Que diria a espantosa criatura se fosse a sua filha a ter de
“aguentar-se” na escravatura?…
Esta derrota no Afeganistão não é contudo um mero problema local, mas mais um sinal de que o matulão tem medo e foge.
Os inimigos do Ocidente percebem bem isto e, tal como a URSS aproveitou a débacle
americana do Vietname para avançar em todos os palcos, naquilo que,
durante uns tempos, foi uma ofensiva imparável, o que se segue a esta
derrota, e sobretudo à forma como ocorreu, vai reforçar as percepções de
que o recreio tem novos senhores.
E quando o antigo senhor se retrai, trai os amigos e se morde a si
mesmo, como está a acontecer pela marcada divisão interna, a perda de
coesão, de orgulho nacional, e de pertença, as hienas avançam e impõem a
sua regra.
Esta Administração americana, tão louvada pelos média, tão protegida
pelas redes sociais, tão lustrada pelos fracos políticos europeus, soma
desastres sobre desastres e, a menos que haja uma ressurgência do
patriotismo, da confiança e do orgulho nacional, o Afeganistão poderá
muito bem ter sido o prego mais determinante no caixão da era americana.
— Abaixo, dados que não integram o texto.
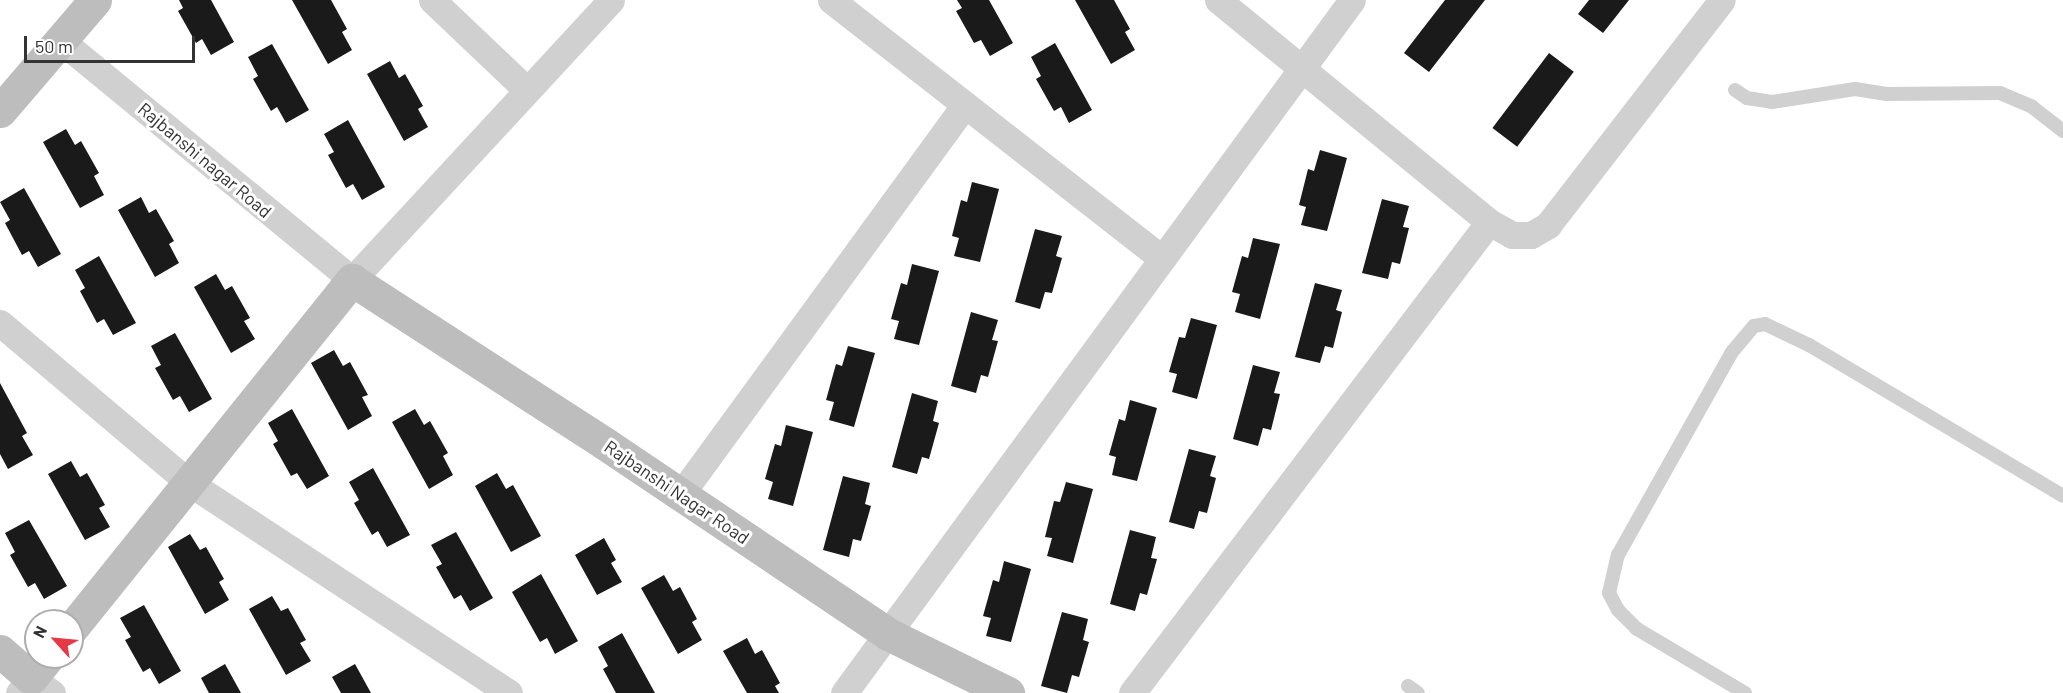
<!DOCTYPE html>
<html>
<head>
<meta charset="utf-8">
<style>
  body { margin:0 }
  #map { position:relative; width:2063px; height:693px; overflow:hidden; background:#fff; font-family:Barlow,sans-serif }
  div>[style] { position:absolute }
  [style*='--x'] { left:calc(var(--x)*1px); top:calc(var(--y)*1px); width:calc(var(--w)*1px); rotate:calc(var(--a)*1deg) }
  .building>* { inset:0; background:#1a1a1a; transform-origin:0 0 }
  .lane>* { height:14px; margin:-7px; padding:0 7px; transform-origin:7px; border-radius:7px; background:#d0d0d0 }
  .street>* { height:27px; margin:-13.5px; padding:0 13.5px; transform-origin:13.5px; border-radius:13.5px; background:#d0d0d0 }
  .secondary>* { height:33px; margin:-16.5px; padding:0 16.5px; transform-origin:16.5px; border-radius:16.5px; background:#bdbdbd }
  span { translate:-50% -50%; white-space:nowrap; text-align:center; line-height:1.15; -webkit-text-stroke:6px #fff; paint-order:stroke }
  .street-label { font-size:18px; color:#333 }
  .north { position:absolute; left:24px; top:609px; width:60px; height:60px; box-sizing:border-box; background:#fff; border:2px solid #adadad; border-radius:50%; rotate:297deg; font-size:16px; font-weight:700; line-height:24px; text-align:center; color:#333 }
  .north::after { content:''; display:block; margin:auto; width:21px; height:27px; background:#e63946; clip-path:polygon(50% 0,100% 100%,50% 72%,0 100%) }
  .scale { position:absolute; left:24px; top:36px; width:171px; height:27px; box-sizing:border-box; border:3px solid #333; border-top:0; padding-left:8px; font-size:18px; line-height:21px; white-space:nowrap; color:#333; -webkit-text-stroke:4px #fff; paint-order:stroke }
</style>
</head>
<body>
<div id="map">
  <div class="building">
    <div style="clip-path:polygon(179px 0,211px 0,234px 42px,211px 55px,202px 39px,196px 43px,178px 11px,183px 8px)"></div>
    <div style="clip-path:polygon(292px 0,331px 0,347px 29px,342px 32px,352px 50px,328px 64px)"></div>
    <div style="clip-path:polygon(957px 0,989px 0,1013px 43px,990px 56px,981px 40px,974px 43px,956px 11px,962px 8px)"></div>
    <div style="clip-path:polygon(1075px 0,1114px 0,1130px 29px,1125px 32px,1135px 50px,1111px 64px)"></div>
    <div style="clip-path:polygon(1445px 0,1485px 0,1429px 72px,1404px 53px)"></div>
    <div style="clip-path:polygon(1589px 0,1629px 0,1603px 33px,1578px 14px)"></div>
    <div style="clip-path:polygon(1055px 43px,1092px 110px,1069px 123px,1061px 107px,1054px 111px,1036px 79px,1041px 76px,1031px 57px)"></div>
    <div style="clip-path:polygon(272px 44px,309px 110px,286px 123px,277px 107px,271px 111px,253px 79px,258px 76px,248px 57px)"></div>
    <div style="left:1549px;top:53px;width:31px;height:94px;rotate:37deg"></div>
    <div style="clip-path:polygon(390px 61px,399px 78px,405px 74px,423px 106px,418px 109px,428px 127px,404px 141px,367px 74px)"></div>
    <div style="clip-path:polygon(348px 120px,385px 187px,362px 200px,353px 184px,346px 188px,328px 155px,334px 152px,324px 134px)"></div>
    <div style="clip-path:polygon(66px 129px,75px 145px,81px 141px,99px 173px,94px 176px,104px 195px,80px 208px,43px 142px)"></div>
    <div style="clip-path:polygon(1320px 150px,1347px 158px,1327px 231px,1301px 225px,1306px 207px,1299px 205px,1308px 169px,1314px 171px)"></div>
    <div style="clip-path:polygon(972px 182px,999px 189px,980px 262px,954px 256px,959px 238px,952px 236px,961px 200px,967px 202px)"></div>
    <div style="clip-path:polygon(24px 188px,61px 254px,38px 267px,29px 251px,22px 255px,5px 223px,10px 220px,0 202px)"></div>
    <div style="clip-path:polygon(141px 197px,149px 213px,156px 209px,174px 241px,169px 244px,179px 263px,155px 277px,118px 210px)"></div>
    <div style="clip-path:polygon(1382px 199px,1409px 206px,1403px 227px,1409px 228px,1400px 264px,1392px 262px,1388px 279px,1362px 273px)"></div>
    <div style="clip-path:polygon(1035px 229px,1062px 236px,1056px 256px,1062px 258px,1052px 293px,1045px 292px,1040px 309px,1015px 302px)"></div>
    <div style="clip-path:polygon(1253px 238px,1280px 244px,1260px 319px,1235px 312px,1240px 294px,1232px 292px,1242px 256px,1248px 258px)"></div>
    <div style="clip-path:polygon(99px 256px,136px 323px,113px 335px,104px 319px,97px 323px,80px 291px,85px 288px,75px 270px)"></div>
    <div style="clip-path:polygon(912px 264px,939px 271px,919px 345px,894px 339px,899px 321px,891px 319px,901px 283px,907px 285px)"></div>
    <div style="clip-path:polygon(216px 274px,225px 290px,232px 286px,250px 318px,244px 321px,255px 339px,231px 353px,194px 287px)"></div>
    <div style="clip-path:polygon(1315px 283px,1342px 290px,1336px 310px,1342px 312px,1333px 348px,1325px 346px,1320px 363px,1295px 357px)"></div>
    <div style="clip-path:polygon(971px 312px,998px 320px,992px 340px,998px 341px,988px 377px,981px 375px,976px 393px,951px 386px)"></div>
    <div style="clip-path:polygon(1191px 318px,1217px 325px,1197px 399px,1172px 392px,1177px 374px,1169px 372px,1179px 337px,1185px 338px)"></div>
    <div style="clip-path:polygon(175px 333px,212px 399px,189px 412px,180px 396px,173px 400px,155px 368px,161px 365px,151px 346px)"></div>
    <div style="clip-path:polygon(848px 346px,875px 353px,854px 427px,829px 420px,834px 402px,826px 400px,836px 364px,842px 366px)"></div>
    <div style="clip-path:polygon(334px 350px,343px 366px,350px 362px,368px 395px,362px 397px,372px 416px,348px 430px,311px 363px)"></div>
    <div style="clip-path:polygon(1253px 365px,1280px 372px,1274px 393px,1280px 394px,1271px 430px,1263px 428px,1258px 446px,1233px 439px)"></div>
    <div style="clip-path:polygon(0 383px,27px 433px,22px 436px,33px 455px,8px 469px,0 454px)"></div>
    <div style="clip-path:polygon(912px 393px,938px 401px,933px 421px,939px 423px,929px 459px,922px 457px,917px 474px,892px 467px)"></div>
    <div style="clip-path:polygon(1130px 400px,1157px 408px,1137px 481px,1112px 475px,1116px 457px,1109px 455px,1119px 419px,1125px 421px)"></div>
    <div style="clip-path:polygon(292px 409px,329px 476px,307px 489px,297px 473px,291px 476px,273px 444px,278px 441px,268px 423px)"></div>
    <div style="clip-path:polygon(415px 409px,424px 425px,430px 421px,448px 453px,443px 456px,453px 475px,429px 489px,392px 422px)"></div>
    <div style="clip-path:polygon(786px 425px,813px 432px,793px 506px,768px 499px,773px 482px,765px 479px,775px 444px,781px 446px)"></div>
    <div style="clip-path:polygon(1189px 449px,1216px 456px,1210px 476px,1216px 478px,1207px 513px,1199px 511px,1194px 529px,1169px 522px)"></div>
    <div style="clip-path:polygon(71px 461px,80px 477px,87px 473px,105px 505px,99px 508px,110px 527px,85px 540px,48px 474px)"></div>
    <div style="clip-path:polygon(373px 468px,410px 535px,387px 547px,378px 531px,372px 535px,354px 503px,359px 500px,349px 482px)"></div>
    <div style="clip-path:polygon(497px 473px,506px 489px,513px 485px,541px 536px,511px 552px,475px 486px)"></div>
    <div style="clip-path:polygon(843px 476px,870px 483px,865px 504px,871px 506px,861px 541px,853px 539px,849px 557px,823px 550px)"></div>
    <div style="clip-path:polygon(1066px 482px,1093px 489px,1073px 563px,1047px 556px,1052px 538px,1045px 537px,1054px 501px,1060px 502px)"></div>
    <div style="clip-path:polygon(29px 520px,67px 586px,44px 599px,35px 583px,28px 587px,10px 555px,15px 552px,5px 533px)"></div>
    <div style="clip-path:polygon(1130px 530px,1156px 537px,1151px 558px,1157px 559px,1147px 595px,1140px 593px,1135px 611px,1110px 604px)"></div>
    <div style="clip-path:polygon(456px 532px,493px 598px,470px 611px,461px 595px,454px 599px,436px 567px,442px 564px,431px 545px)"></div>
    <div style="clip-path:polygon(190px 534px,200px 550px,206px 547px,224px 579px,219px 582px,229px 600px,205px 614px,168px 547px)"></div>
    <div style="clip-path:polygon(604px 538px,616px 560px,611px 563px,622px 582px,597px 595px,575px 555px)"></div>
    <div style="clip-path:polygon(1004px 561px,1031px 569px,1011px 642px,986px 636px,991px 618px,983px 616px,993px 580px,999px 582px)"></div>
    <div style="clip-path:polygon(541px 574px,578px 641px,555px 654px,547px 638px,540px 642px,512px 592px)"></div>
    <div style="clip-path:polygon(664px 575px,673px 591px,680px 587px,697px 619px,692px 622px,702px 640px,678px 654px,641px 588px)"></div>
    <div style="clip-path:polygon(272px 596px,281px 611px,288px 608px,306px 640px,300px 643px,311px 661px,286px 675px,249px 609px)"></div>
    <div style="clip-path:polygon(144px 605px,181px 671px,159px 684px,150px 668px,143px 672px,125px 640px,131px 637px,120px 618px)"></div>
    <div style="clip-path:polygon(1062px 612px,1088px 619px,1083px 640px,1089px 642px,1079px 677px,1072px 675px,1067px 693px,1041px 686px)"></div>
    <div style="clip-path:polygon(622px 633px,655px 693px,616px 693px,603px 669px,608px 666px,598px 647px)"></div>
    <div style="clip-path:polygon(747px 638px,755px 654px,762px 650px,780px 683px,775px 686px,779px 693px,747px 693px,723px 651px)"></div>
    <div style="clip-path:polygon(225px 664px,241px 693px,209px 693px,201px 678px)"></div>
    <div style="clip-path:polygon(355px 664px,371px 693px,341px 693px,332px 677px)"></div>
  </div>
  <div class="lane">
    <div style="--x:1735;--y:90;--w:14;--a:34"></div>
    <div style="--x:1747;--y:98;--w:25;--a:9"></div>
    <div style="--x:1772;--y:102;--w:84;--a:-8.9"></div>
    <div style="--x:1855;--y:89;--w:32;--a:9"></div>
    <div style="--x:1887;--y:94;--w:113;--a:-0.5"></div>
    <div style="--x:2000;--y:93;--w:34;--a:23"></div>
    <div style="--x:2031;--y:106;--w:41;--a:38"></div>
    <div style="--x:1408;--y:686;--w:12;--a:35"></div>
    <div style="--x:1745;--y:693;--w:126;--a:-149.3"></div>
    <div style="--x:1637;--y:629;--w:27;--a:-135"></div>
    <div style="--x:1618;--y:610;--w:19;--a:-118"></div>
    <div style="--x:1609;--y:593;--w:39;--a:-77"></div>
    <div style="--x:1618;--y:555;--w:233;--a:-60.7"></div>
    <div style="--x:1732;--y:352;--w:34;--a:-50"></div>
    <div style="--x:1754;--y:326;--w:11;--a:-10"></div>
    <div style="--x:1765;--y:324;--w:49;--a:25.5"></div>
    <div style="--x:1809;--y:345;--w:295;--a:30.7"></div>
  </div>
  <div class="street">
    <div style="--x:432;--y:0;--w:131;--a:43.5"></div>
    <div style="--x:831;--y:0;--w:419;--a:38"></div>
    <div style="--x:1218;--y:0;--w:350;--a:39.3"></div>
    <div style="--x:59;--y:39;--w:379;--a:39.4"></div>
    <div style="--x:352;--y:280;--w:381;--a:-47.2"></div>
    <div style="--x:0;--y:323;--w:246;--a:40.2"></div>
    <div style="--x:188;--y:482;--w:384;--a:33.3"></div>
    <div style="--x:681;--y:494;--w:482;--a:-53.9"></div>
    <div style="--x:19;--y:693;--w:19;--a:-51"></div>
    <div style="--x:31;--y:678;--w:26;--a:36"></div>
    <div style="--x:844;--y:693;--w:859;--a:-53.76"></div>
    <div style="--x:1132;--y:693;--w:591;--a:-52.84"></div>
    <div style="--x:1489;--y:222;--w:26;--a:29"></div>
    <div style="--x:1512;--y:235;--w:19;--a:0"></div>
    <div style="--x:1531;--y:235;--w:20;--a:-30"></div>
    <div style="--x:1548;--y:225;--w:284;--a:-52.3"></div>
  </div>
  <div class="secondary">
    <div style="--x:0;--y:111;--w:146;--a:-49.4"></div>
    <div style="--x:72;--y:628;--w:447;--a:-51.2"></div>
    <div style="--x:352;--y:280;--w:300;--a:32.9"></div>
    <div style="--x:604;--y:443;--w:342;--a:33.9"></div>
    <div style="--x:888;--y:634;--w:134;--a:26.2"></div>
    <div style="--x:0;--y:651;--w:41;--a:41.1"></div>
    <div style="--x:31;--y:678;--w:27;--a:-51"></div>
  </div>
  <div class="street-label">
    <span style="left:205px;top:160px;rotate:40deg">Rajbanshi nagar Road</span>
    <span style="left:677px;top:492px;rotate:34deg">Rajbanshi Nagar Road</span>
  </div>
  <div class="north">N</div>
  <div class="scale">50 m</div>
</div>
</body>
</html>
E, por consequência, o sinal do advento de uma nova era na qual os
nossos descendentes, aqui também na Europa, vão ter de sair do
condomínio kantiano e enfrentar por si mesmos a realidade hobbesiana que
os novos bárbaros lhe trarão até às portas.
Num conflito existencial o que importa é quem prevalece, e não se
pode ser agnóstico ou neutral em questões existenciais. Há que assumir
que, em determinadas circunstâncias, o uso da força não só é legítimo
como necessário. Mas só eficaz quando se baseia num núcleo duro de
valores indiscutíveis, em torno dos quais se endurece a coesão.
Quem deseja a paz, não pode vacilar na vontade de pagar o preço desse
bem essencial que jamais foi gratuito. E que, muito menos, depende dos
apelos patéticos do Secretário-Geral Guterres e do Papa Bergoglio, cujas
intervenções cada vez mais fazem lembrar a converseta das misses nos
concursos de beleza.
Igitur qui desiderat pacem, praeparet bellum (“Portanto,
quem quer a paz, prepare a guerra”) escreveu Vegécio, há mais de 1.500
anos. Oxalá não tenhamos de reaprender isto da pior maneira.
José do Carmo
Editor de Defesa do Inconveniente
** O autor usa a norma ortográfica anterior.